All lines holding the string "Pilgrim" should be copied from the data below.

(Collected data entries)
..............................

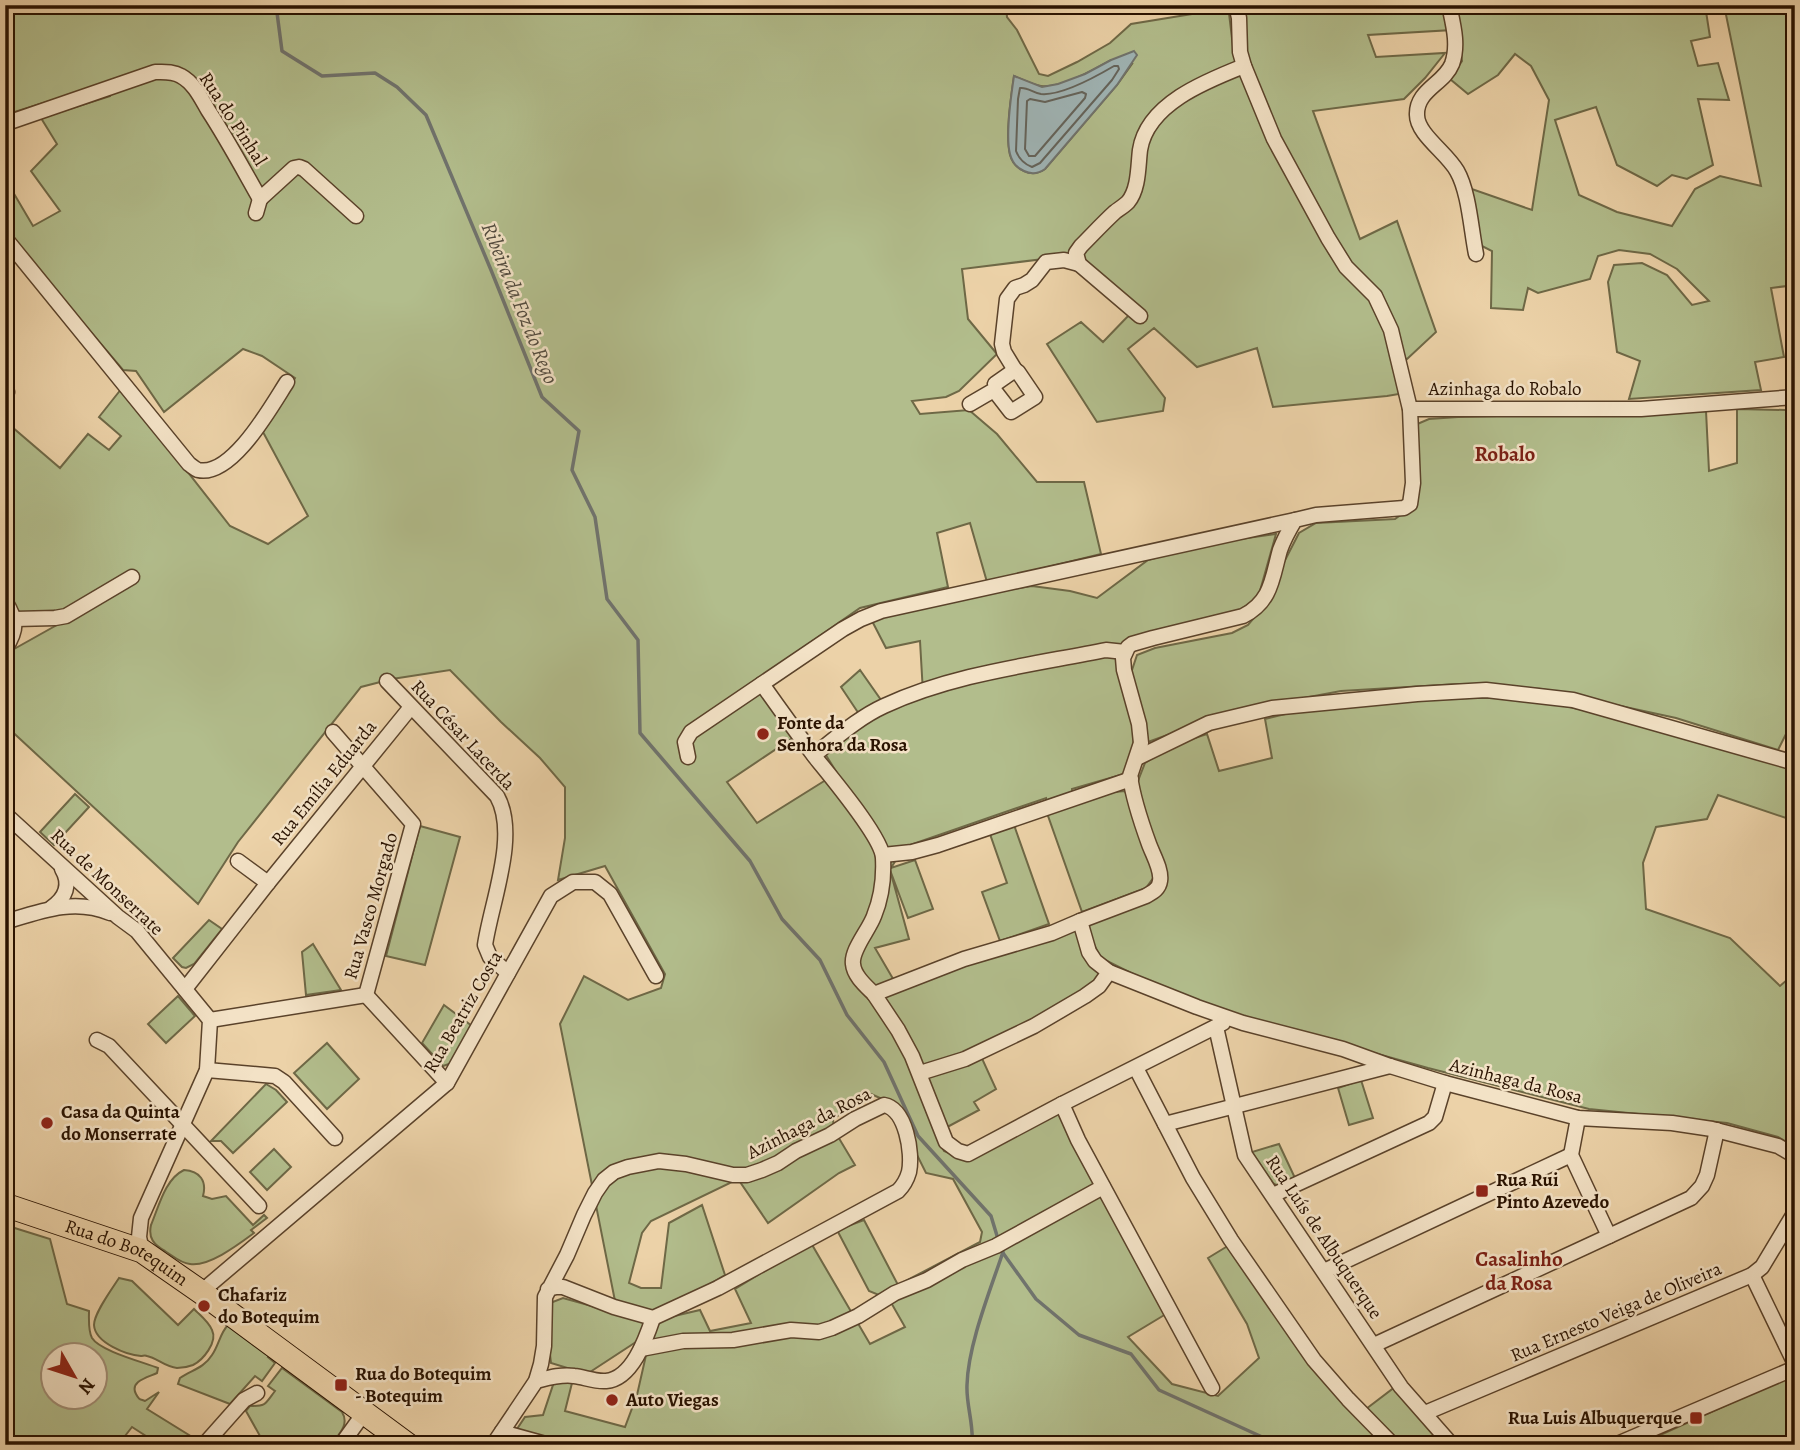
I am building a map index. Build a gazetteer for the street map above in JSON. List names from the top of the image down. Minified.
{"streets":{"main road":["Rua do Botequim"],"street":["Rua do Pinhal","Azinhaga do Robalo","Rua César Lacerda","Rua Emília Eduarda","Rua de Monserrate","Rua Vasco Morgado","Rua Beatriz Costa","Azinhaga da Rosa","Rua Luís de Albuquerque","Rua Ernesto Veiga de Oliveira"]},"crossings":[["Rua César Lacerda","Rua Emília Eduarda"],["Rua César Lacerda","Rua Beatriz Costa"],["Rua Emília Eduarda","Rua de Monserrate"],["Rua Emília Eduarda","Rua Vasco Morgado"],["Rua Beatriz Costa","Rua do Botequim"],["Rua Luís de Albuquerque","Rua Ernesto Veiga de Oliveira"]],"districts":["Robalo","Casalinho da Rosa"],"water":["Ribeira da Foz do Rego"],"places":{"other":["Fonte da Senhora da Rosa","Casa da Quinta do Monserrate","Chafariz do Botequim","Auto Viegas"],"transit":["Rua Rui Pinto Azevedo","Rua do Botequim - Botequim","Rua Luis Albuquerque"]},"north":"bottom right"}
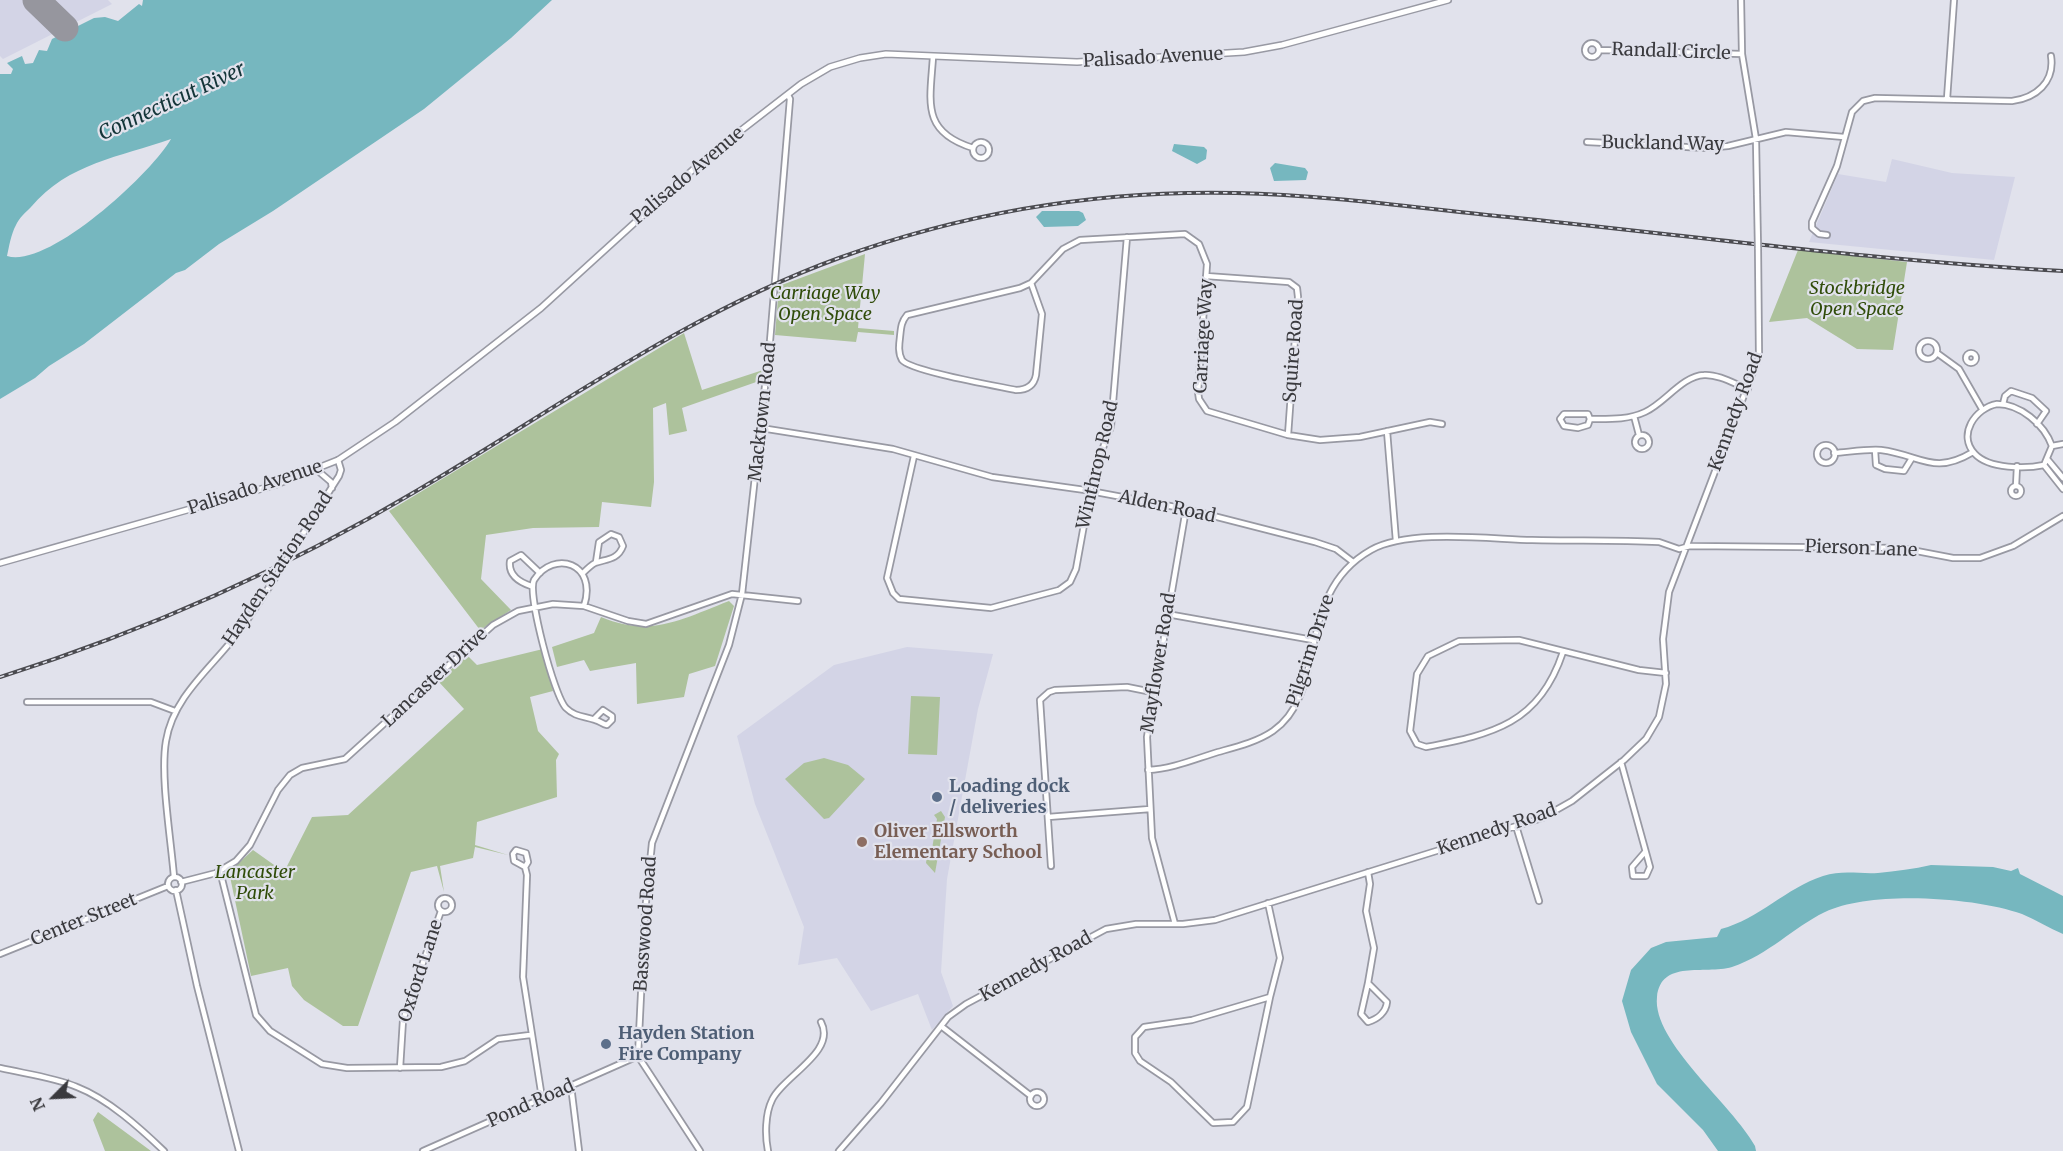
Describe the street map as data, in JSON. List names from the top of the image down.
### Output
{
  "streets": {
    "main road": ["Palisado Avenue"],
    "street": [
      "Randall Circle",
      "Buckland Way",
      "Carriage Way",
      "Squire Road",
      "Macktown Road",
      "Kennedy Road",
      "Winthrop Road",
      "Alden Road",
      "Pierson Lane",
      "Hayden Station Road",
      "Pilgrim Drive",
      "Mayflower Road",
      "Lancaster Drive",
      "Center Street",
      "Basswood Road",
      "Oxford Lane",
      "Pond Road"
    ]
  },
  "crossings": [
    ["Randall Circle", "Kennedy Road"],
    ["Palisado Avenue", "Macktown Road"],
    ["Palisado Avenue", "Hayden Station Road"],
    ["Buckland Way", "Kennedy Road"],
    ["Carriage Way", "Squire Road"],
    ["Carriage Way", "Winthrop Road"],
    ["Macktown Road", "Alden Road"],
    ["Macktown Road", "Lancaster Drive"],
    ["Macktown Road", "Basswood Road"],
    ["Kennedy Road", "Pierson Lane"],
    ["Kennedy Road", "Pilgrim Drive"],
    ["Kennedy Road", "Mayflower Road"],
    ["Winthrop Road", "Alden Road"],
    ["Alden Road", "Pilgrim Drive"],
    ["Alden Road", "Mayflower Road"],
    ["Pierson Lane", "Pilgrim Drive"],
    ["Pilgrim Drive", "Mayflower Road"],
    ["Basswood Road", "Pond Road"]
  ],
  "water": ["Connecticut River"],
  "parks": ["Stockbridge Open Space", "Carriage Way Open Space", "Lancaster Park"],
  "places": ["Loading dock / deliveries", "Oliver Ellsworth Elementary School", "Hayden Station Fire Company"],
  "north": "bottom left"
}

..............................

Final answer:
      "Pilgrim Drive",
    ["Kennedy Road", "Pilgrim Drive"],
    ["Alden Road", "Pilgrim Drive"],
    ["Pierson Lane", "Pilgrim Drive"],
    ["Pilgrim Drive", "Mayflower Road"],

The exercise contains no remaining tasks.